A person with bipolar disorder may also be considered eligible for certain disability benefits if they qualify for medical-vocational disability support, which is dependent on an individual’s education, age, and residual functional capability. If you want to know more about whether you may qualify for disability benefits given your condition, you can contact a disability attorney for additional information.
According to SSA, a claimant who is suffering from bipolar disorder would need to have a prior history of experiencing symptomatic depressive syndromes, manic episodes, or an amalgamation of both, in order to qualify for benefits. In addition, the applicant who has bipolar disorder would also have to exhibit two of the following limitations to qualify, such as constraints in performing daily activities, not being able to communicate with other people in a normal manner, or experiencing persistent episodes of decompensation that last for an unlimited amount of time.
If a disabled person does not meet the above-stated criteria, then they may qualify for disability benefits as stated in the blue book if they have a prior medical history of at least two years of experiencing any of the chronic affective disorders, which include bipolar disorder.

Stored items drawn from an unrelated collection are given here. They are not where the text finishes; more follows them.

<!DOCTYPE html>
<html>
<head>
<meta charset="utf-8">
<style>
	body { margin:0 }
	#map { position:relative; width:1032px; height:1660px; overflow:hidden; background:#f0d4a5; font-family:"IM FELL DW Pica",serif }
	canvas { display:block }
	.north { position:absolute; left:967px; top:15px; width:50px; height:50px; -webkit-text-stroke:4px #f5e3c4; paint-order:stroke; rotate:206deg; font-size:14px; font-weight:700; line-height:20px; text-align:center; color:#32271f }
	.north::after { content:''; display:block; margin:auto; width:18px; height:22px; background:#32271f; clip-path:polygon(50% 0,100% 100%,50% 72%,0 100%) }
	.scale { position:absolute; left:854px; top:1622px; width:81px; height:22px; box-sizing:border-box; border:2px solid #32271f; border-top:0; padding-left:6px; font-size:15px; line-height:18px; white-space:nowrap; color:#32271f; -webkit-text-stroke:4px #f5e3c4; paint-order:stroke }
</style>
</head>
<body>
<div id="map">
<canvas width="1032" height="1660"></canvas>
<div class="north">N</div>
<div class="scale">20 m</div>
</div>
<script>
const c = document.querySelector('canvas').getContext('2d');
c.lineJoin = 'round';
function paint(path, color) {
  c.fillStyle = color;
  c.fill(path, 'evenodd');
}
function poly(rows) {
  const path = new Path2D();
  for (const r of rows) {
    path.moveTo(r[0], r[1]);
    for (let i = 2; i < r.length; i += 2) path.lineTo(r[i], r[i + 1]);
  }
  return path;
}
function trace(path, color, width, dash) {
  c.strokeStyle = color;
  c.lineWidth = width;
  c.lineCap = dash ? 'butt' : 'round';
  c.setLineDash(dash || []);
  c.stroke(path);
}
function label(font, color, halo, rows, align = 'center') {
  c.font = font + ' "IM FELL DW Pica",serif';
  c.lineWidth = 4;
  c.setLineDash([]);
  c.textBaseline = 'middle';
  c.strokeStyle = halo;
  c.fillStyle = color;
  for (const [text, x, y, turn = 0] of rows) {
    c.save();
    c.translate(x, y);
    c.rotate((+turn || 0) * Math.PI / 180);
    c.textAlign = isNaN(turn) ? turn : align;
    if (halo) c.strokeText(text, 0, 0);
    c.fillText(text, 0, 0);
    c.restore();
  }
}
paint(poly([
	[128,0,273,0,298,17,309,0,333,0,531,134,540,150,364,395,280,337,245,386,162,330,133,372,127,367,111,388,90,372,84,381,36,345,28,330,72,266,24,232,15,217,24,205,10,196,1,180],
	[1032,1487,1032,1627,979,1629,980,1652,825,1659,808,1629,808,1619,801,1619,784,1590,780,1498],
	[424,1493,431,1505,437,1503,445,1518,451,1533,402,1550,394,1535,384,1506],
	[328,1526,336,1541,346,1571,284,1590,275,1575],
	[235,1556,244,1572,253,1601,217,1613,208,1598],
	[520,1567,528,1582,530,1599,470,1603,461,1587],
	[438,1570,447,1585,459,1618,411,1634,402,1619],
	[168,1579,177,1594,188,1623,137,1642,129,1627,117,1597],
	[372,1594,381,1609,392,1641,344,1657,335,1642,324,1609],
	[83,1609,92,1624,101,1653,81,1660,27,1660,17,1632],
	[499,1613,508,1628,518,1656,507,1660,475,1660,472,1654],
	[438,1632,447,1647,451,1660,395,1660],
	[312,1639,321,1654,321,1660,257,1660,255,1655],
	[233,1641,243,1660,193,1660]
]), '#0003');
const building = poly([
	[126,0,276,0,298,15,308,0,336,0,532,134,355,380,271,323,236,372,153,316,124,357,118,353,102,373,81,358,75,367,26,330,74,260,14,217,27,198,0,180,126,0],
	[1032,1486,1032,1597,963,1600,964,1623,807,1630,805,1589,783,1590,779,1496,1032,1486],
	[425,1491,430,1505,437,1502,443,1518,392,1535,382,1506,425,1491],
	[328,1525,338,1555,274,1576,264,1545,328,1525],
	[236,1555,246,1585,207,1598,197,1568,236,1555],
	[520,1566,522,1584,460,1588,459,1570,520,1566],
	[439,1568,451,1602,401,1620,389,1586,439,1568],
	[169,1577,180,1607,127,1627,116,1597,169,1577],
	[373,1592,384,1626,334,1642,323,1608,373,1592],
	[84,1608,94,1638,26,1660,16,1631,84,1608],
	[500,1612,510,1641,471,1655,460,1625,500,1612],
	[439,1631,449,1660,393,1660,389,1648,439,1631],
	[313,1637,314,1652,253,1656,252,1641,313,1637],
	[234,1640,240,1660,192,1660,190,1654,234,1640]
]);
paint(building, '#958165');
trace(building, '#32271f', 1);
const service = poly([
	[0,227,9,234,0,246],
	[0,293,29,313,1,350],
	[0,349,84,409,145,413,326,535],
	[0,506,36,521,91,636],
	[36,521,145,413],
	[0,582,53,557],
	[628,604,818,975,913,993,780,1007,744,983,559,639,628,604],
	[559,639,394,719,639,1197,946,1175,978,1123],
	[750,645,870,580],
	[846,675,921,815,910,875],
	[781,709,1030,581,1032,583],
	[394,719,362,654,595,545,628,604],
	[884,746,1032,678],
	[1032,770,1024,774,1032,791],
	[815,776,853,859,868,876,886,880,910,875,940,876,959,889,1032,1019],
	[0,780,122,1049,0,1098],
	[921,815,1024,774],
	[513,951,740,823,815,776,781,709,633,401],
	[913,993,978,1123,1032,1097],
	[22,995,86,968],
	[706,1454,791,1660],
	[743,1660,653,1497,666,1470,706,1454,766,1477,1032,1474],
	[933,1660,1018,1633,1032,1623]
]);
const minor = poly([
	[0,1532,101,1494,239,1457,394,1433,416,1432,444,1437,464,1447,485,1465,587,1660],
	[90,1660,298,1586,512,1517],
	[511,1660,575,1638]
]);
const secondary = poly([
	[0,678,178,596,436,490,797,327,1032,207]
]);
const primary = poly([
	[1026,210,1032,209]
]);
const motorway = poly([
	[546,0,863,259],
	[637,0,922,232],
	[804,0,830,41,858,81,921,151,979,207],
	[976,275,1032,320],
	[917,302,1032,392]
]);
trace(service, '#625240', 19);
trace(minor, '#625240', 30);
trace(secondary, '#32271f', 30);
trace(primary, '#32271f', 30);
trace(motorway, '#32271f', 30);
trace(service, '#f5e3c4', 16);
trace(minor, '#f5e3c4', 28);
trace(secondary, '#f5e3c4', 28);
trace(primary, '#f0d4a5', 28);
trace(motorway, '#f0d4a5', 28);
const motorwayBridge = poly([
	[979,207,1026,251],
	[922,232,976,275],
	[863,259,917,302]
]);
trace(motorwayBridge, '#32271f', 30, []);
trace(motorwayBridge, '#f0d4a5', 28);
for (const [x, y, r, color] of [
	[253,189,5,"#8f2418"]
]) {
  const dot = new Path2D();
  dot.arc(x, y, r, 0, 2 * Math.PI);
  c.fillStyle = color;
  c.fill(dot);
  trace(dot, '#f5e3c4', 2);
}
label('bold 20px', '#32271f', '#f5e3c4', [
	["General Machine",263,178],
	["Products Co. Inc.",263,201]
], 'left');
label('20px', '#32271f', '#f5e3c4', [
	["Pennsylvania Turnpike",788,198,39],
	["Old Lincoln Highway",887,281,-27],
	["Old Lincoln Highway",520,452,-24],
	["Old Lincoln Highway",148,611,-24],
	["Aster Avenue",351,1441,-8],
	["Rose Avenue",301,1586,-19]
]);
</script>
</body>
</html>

In addition, if a person is incapable of functioning outside the home for any duration of time, then there may be a good chance that they could qualify for SSDI or SSI. However, the complete process of applying for Social Security disability benefits can be lengthy and time-consuming.
This is why hiring an experienced lawyer to stand by your side can make the intimidating process a bit simpler. A lawyer can also represent you in court and will present your case in such a way that would best support your disability claim.
Because bipolar disorder is specifically mentioned in the SSA’s manual of impairment listings, an individual can secure the disability benefits they deserve by meeting all of the specified work and medical requirements. However, many of the disability claims submitted by eligible applicants are denied or rejected in the first instance. This is why having an experienced lawyer on your side can prove to be beneficial for your case.
A person who is applying for disability benefits may face a long, arduous process ahead of them. However, if your SSDI or SSI application is denied, you can file a disability appeal to pursue the benefits you need. In such cases, a skilled Social Security disability attorney can provide invaluable guidance and help during the overall application process and any subsequent appeals.